2010 results
2010 results
Modeling and estimation framework (E. Vincent, S. Raczynski)
We proposed a general dynamic Bayesian network structure (paper) integrating the most essential features of music into 4 layers: temporal organization features, symbolic features, performance features and acoustic features. This work pinpointed the most challenging aspects of music modeling, including high dimensionality, large vocabulary, data-dependent vocabulary and long-term dependencies, and provided promising research directions to address them. The family of junction tree algorithms has been identified as key for versatile Bayesian inference in such models.
Software and evaluation infrastructure (S. Raczynski, E. Vincent, S. Sagayama, H. Tachibana, S. Fukayama)
The work on symbolic modeling led to a small set of software modules for music language modeling which will form the basis of the targeted software platform.
We analyzed the requirements regarding training and testing data and started creating a test corpus consisting of quantized MIDI and aligned MIDI scores and functional harmony annotations for 20 classical music audio files so far (RWC Classical Music Database). Development corpora on the order of several thousand MIDI scores or lead sheets have been collected for the training of symbolic language models.
Symbolic modeling (S. Raczynski, E. Vincent, S. Fukayama, S. Sagayama)

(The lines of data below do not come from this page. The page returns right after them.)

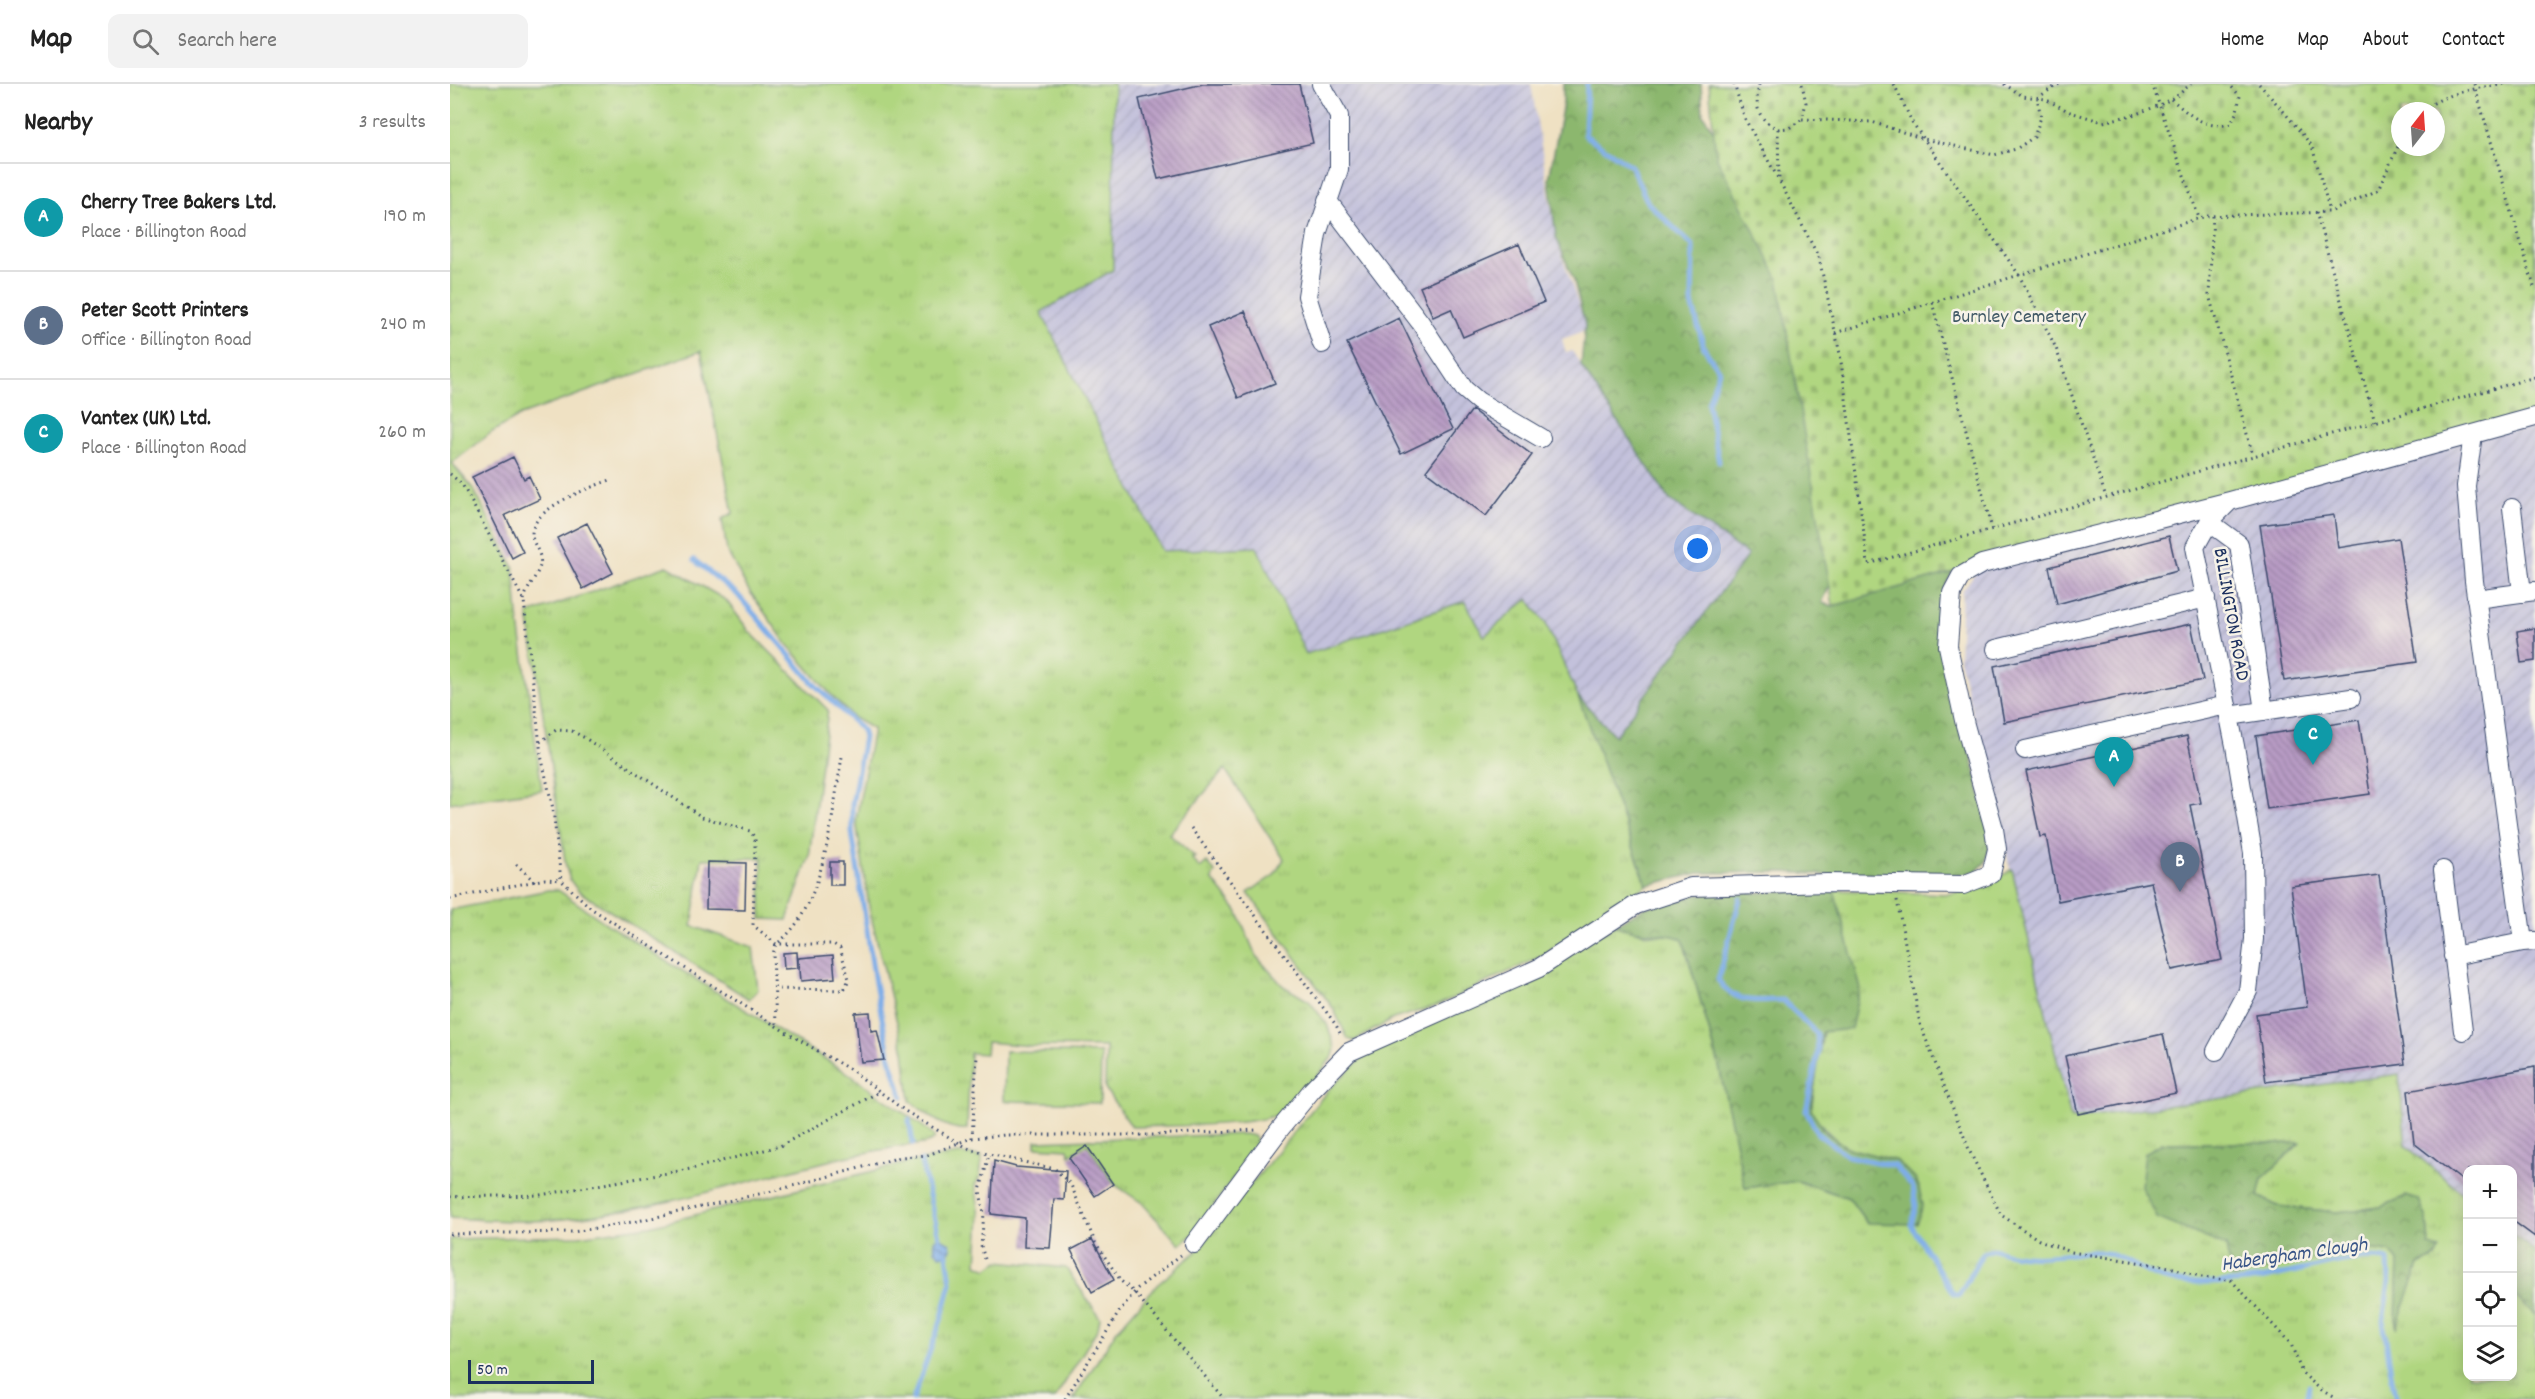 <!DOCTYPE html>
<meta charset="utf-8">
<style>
:root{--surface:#fff;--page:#f2f2f2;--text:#222;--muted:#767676;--line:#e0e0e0;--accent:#c8321e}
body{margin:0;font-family:Dekko,sans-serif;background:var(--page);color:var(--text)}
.controls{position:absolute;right:18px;bottom:18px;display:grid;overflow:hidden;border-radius:12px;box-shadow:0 3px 15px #0003}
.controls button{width:54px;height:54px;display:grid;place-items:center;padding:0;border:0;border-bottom:2px solid var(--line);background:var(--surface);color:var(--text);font:30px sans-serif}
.compass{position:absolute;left:1941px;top:18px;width:54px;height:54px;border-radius:50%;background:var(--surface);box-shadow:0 3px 15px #0003;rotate:17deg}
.scale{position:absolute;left:18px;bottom:15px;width:126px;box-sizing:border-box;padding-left:6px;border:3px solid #1b2f5e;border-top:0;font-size:16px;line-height:21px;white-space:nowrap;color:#1b2f5e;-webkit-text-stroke:4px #f7f3e8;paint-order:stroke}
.you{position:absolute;left:1248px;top:465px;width:21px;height:21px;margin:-15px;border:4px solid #fff;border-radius:50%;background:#1a73e8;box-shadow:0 0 0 9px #1a73e833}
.badge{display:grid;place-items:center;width:39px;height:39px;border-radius:50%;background:var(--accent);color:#fff;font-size:20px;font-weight:700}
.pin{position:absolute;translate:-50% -50px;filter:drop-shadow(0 2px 3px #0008)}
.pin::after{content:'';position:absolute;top:32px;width:21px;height:18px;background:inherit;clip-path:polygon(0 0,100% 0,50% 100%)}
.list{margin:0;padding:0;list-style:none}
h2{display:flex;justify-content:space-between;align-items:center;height:78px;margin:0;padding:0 24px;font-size:26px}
h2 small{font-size:20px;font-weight:400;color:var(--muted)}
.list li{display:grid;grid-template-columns:39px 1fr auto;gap:18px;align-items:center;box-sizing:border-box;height:108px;padding:0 24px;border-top:2px solid var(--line)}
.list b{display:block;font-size:22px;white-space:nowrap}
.list p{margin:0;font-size:20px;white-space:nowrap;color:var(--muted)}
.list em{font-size:20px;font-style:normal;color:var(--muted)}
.icon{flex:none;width:33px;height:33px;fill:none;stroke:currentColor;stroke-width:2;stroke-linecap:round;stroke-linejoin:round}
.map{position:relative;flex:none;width:2085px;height:1315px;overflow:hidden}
header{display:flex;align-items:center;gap:36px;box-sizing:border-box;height:84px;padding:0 30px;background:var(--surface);border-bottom:2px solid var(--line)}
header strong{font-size:28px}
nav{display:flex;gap:33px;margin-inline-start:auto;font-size:21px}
.search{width:420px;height:54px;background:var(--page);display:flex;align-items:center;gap:15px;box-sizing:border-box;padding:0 21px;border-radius:12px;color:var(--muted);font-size:22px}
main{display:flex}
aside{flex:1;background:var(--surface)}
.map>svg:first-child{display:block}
.industrial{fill:url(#industrial-furrows)}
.grass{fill:url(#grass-tufts);stroke:#66826f;stroke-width:1.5;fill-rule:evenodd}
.forest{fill:url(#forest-crowns);stroke:#547366;stroke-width:1.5}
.cemetery{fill:url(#cemetery-stones);stroke:#66826f;stroke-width:1.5;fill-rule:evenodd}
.park{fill:#b0d680;stroke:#66826f;stroke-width:1.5}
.water{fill:url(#water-waves);stroke:#4c6ea3;stroke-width:1.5}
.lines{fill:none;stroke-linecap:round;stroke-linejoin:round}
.stream{stroke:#7eade8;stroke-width:5}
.building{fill:url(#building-back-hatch)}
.minor-casing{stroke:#3b4a6d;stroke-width:20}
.path{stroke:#3b4a6d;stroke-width:3;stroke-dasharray:1.5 4.5;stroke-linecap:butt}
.minor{stroke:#fff;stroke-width:18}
.labels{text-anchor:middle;stroke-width:5;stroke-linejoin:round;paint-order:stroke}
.park-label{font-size:20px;fill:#405966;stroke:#f7f3e8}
.street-label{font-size:20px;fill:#1b2f5e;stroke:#f7f3e8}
.water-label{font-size:21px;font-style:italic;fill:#395587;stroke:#f7f3e8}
</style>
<header>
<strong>Map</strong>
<div class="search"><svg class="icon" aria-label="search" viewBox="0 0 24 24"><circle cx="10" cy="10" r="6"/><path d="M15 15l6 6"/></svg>Search here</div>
<nav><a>Home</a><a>Map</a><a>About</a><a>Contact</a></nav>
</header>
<main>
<aside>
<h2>Nearby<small>3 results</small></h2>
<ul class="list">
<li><span class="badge" style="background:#0f9aa8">A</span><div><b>Cherry Tree Bakers Ltd.</b><p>Place · Billington Road</p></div><em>190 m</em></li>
<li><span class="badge" style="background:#5c6f8a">B</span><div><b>Peter Scott Printers</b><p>Office · Billington Road</p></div><em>240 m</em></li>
<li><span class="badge" style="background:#0f9aa8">C</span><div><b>Vantex (UK) Ltd.</b><p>Place · Billington Road</p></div><em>260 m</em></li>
</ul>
</aside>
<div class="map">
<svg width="2085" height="1315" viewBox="0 0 2085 1315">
<defs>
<pattern id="industrial-furrows" width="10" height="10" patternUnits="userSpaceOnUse" patternTransform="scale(1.5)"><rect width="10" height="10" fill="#c3c1db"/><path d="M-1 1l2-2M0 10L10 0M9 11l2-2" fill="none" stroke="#a7a6be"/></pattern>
<pattern id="grass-tufts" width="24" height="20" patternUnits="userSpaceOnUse" patternTransform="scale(1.5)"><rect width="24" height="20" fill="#b0d680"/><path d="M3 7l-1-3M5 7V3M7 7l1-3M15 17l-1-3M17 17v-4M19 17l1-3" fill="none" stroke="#97b871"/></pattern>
<pattern id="forest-crowns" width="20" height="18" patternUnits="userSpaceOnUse" patternTransform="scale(1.5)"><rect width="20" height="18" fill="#8cb76e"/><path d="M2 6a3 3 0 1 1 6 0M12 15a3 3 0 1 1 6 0" fill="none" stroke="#72955e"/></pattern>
<pattern id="cemetery-stones" width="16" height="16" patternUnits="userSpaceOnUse" patternTransform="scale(1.5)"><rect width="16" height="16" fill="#b0d680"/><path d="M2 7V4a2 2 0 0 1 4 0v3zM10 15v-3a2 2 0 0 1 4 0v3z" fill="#97b871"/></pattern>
<pattern id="water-waves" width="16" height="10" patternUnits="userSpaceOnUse" patternTransform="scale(1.5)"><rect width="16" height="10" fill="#7eade8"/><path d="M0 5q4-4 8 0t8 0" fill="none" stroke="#668dbf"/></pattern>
<pattern id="building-back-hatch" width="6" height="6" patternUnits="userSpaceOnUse" patternTransform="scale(1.5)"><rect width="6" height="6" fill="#b89bc4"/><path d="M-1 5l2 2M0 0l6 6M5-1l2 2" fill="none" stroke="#957fa2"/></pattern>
</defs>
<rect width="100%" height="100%" fill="#f7f3e8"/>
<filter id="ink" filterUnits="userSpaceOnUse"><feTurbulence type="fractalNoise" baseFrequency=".0167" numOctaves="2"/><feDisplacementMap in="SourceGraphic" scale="12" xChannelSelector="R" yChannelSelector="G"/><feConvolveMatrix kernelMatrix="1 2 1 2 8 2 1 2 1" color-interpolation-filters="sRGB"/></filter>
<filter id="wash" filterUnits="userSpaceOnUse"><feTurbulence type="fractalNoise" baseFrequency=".008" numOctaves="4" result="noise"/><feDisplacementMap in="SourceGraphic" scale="24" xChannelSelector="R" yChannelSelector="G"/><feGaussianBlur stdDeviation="1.35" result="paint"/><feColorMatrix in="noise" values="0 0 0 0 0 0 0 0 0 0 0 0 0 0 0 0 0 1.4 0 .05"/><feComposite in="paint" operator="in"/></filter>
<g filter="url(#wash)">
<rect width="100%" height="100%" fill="#efe1c3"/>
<path class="industrial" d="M664,0H1081L1106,153L1135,241L1134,247L1112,255L1116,269L1122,267L1219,415L1298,471L1165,653L1128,612L1096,540L1033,552L1015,517L855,571L807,463L712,467L591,228L663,185Z
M2085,333V1168L2063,1149L2062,1086H2018L2017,1113L1956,1062L1949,990L1621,1035L1509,575L1512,507L1532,480Z"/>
<path class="grass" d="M0,0H664L663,186L591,228L712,467L807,463L856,570L1015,517L1034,552L1078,515L1096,540L1128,612L1197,801L1094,871L986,922L943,935L904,957L898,955L883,924L798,809L824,791L834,775L775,685L719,750L745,773L742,775L750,784L757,778L765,788L762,795L787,827L806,872L833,902L859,917L877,940L885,964L883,972C869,989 855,1011 838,1025C815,1044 716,1041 682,1043L655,1005L656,963L581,962L537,958L536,970L520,969L517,1045C494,1047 477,1029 460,1017L454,967L420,828L406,736L423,645L404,634L383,613L336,559L298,505L277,467L272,435L283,429L251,267L71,331L42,348L2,379L24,406L64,484L68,531L92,706L0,719Z
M217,482L276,516L299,547L378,626L359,773L337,836L311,835L312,774L252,775L242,842L303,863L308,906L299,915L128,807L120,796L116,783L78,530Z
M1562,785L1621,1035L1949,990L1956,1062L2017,1113L2018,1292H2062L2063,1210L2085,1231V1315H623L667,1246L707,1201L746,1168L879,1005L917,969L1165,841L1196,850L1227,852L1233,856L1268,977L1296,1104L1347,1097L1399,1114L1417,1139L1447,1077C1403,1066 1387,1067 1361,1026L1373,948L1384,806L1498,810L1535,803ZM1712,1059L1849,1060L1812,1095L1808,1112L1827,1122L1887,1128L1931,1123L1956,1112L1977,1135L1979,1162L1990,1166L1986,1173L1969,1181L1946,1242L1948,1177L1940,1168L1916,1165L1782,1192L1776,1162Z
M98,806H108L160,842L396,988L478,1046L484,1052V1056C476,1062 463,1060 453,1062C431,1066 408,1070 386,1075C296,1097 207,1126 114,1135C76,1139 38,1136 0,1134V826Z
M795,1050L804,1052L809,1059L743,1150L730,1161L692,1119L664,1100L637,1060L620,1071L618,1065L586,1063V1057Z
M509,1070L532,1072L530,1092L525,1101L530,1131L527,1180L537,1185L548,1177L616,1184L650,1234L648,1244L605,1315H0V1155L129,1152L200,1142L464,1077Z"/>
<path class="forest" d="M1113,0H1251L1253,30L1358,203L1388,483L1372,519L1383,522L1503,488L1496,500L1492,539L1541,758L1535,779L1526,787L1504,793L1379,791L1333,788L1249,789L1197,801L1128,612L1165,652L1298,471L1219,415L1131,282L1135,241L1124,197L1106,153L1099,95L1113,19Z
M1384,806L1410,902L1401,945L1372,948L1361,1026L1375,1048L1398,1064L1447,1077L1467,1097L1473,1121L1467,1140L1417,1139L1399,1114L1348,1097L1295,1104L1268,977L1233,856C1220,847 1184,851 1165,841L1193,824L1247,811Z
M1712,1059H1850L1812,1095L1808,1112L1827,1122L1887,1128L1931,1123L1956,1112L1969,1116L1977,1135L1979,1162L1990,1165L1986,1173L1969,1181L1946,1244L1948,1177L1940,1168L1916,1165L1782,1193L1776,1162L1707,1134L1691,1102L1695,1069Z
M2063,1149L2085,1168V1231L2063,1210Z"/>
<path class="cemetery" d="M1259,0H2085V333L1532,480L1383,522L1328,194L1266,72ZM1950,27H1986V63H1950Z"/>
<path class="park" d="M555,967L651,969L650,1019L554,1017Z"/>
<path class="water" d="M489,1153L500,1159L501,1165L497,1171H490L485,1166L484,1156Z"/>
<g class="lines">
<path class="stream" d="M1137,0L1135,51L1181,82L1198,119L1243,162L1242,219L1254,264L1269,287L1258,319L1269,378
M244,476L287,510L364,600L412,646L414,653L402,721V748L425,899L440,974L452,1012
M1290,815L1268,896C1287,922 1305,916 1333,916L1367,950L1368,969L1356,1027L1368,1050L1398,1072L1445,1082L1463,1103L1466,1122L1461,1141L1503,1209L1509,1211L1533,1169L1544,1165C1569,1175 1595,1173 1621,1170C1630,1169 1640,1167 1649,1168C1671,1170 1687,1185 1707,1193C1734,1202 1765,1199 1794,1197C1830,1195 1909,1166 1938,1176L1939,1198L1933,1237L1944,1308L1947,1315
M459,1036L463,1060
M471,1077L489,1153
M463,1315L492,1233L501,1199L497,1171
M1856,1315L1859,1302"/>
</g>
<g id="blocks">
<path class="building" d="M753,0H849L863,59L708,95L689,15Z
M1069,160L1094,218L1013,253L1001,225L983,233L970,203Z
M795,227L825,299L788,314L758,243Z
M949,234L1003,345L951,370L897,259Z
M1022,326L1082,371L1036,432L976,387Z
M63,373L74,395L79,392L90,415L55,431L73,468L62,474L22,393Z
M1884,431L1888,464L1948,454L1967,578L1834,597L1810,441Z
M137,439L163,489L133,505L107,454Z
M1719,452L1727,487L1607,520L1599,483Z
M1741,540L1753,596L1554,638L1544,582Z
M2085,544V577L2071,579L2067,547Z
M1909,636L1920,710L1817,725L1806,652Z
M1737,652L1751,719L1740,721L1772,876L1722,886L1701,798L1608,817L1596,752L1590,753L1576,687Z
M257,778L296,779L295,826L256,825Z
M380,778H393V801H380Z
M1929,791L1955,980L1816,998L1806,930L1857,923L1841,802Z
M347,868L348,884L334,885L333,869Z
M383,871L385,894L351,897L349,874Z
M420,928L421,947L427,946L434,976L411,978L405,929Z
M1713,950L1726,1009L1628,1030L1615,972Z
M2085,983V1153L2062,1136V1086H2018V1101L1964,1059L1958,1007Z
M637,1062L663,1100L645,1112L619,1074Z
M544,1077L566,1083L616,1087L614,1116L604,1115L600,1164L574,1163L575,1134L541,1130Z
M642,1155L664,1196L642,1208L621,1166Z"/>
</g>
</g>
<g filter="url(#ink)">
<use href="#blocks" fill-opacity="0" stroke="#3b4a6d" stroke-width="1.5"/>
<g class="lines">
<defs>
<path id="minor" d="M871,0L889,32V85L867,150L857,212L872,260
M877,116L970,238L1014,305L1028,317L1091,354
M2023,350L2016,402L2024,497L2073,858L2085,857
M2062,424L2072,509
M1759,438L1789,460L1814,627
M2026,515L2085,507
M1546,565L1756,514
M1779,632L1901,614
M1575,666L1777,621
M1993,786L2013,947
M2003,872L2073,858
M1766,967L1798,907L1804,855L1803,769L1785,662L1745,463L1759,438L1779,418
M744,1160L830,1045L862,1006L899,968L1089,884L1186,821L1241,803L1377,799L1513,801L1541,790L1547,765L1544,745L1515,641L1498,562L1502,509L1511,492L1532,480L1780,417L2085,333"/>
</defs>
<use href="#minor" class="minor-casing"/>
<path class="path" d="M1284,0L1295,35L1329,96
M1309,0C1305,23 1306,34 1328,45L1329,96L1369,174L1390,270L1418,480L2085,293
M1352,0L1356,19L1352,35L1422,38L1474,55L1544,71L1566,65L1584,53L1591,33L1587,14L1609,0
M1444,0L1462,38L1569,191L1606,264L1656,413
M1554,0L1573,12L1595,15L1620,28L1653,38L1686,30L1710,21L1728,11L1741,0
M1702,0L1749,134
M1809,0L1835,29L1862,62L1880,128
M2024,0L2085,206
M1721,15C1740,31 1755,46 1781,40L1787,27L1790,12L1779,0
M1974,27C1988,10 2032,3 2054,0
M1328,45L1339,44L1351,36
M1866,128L1925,337
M1763,132L1759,211L1803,372
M1482,218L1542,445
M1385,249L1756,132L1880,128L1928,106L1950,58
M0,390L12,400L74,517L91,671L103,725L111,796L142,825L334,947L404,988L455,1027L521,1066L605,1085L621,1101L645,1158L671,1197L685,1209L774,1315
M74,516C77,503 86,494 90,482C93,469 83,462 82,451C81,423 142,403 163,395
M90,658L106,646L122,647L135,654L252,733L300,747L305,754V764L303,841L326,860H383L390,864L399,895L394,906L325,905
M741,744L886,941L892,953
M66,780L85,798
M0,815L95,795L111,796
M1447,816L1470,940L1520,1068L1551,1131L1589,1156L1621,1168L1720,1183L1752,1193L1781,1196L1841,1260L1852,1289L1870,1305L1886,1315
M326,940L323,870L326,860C375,827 382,728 392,673
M522,1054L527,972
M0,1113L90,1111L241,1085L330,1062L429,1008
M0,1150L123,1148L188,1137L327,1106L451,1073L478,1071L521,1054L555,1051H702L807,1046
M535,1175L531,1162L534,1130L530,1107L539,1070
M615,1315L671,1225L688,1204L731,1171"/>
<use href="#minor" class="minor"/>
</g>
</g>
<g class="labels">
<g class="park-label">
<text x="1569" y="238">Burnley Cemetery</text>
</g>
<g class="street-label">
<text transform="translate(1783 530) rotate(80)" y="7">BILLINGTON ROAD</text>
</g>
<g class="water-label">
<text transform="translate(1844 1169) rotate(-8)" y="7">Habergham Clough</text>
</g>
</g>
</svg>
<div class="controls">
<button>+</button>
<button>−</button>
<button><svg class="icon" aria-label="locate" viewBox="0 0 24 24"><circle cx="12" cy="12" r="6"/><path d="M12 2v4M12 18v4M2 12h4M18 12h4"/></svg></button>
<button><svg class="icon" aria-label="layers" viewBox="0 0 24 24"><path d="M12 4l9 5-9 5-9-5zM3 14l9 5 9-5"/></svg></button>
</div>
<svg class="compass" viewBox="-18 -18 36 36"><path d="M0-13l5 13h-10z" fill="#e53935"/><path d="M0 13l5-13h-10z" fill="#767676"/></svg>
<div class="scale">50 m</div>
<div class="you"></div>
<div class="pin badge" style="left:1664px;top:703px;background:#0f9aa8">A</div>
<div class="pin badge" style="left:1730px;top:808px;background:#5c6f8a">B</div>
<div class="pin badge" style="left:1863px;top:681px;background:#0f9aa8">C</div>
</div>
</main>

We proposed a joint model of chord sequences and polyphonic note sequences (paper) and evaluated it both in terms of prediction capabilities (aka "perplexity") and polyphonic pitch transcription performance. This study provided a proof of concept of VERSAMUS's goal, namely the probabilistic integration of multiple features, and was the first to our knowledge to address joint modeling of "horizontal" (sequential) and "vertical" (simultaneous) dependencies between notes by interpolation of the corresponding conditional probabilities.
Performance modeling (J. Wu, E. Vincent, K. Suzuki, N. Ono, S. Sagayama)
Instrumental timbre is one of features characterizing a performance. By designing a new model of the short-term power spectrum of musical audio representing both the attack part and the harmonic part of each note, we derived instrumental timbre features by PCA over the model parameters and evaluated them for the task of polyphonic instrument identification. The proposed features outperformed state-of-the-art polyphonic instrument identification algorithms based on the modeling of harmonic sounds only.
Acoustic modeling and segregation (N. Ito, N. Duong, H. Tachibana, E. Vincent, N. Ono)
We conducted a survey (tutorial) on the use of source separation in music information retrieval. We designed a new algorithm for harmonic vs. percussive source separation based on joint modeling of spectral and spatial continuity and showed that it resulted in a significant decrease of "separation artifacts".
In parallel, we conducted more general work on the localization and the separation of sources in the presence of diffuse noise (paper, paper, paper) by modeling the contribution of diffuse noise to the spatial covariance matrix.
Events and funding (E. Vincent, N. Ono)
We organized a two-day workshop in Rennes.
We obtained funding from the Franco-Japanese Doctoral College and from JSPS for the 1-year visit of Nobutaka Ito and from the Department of Information Science and Technology of the University of Tokyo for the 1-month visit of Kosuke Suzuki.
On his visit to Japan, E. Vincent visited researchers from NTT CS Labs (Atsugi branch) which could possibly take part in a future collaborative project.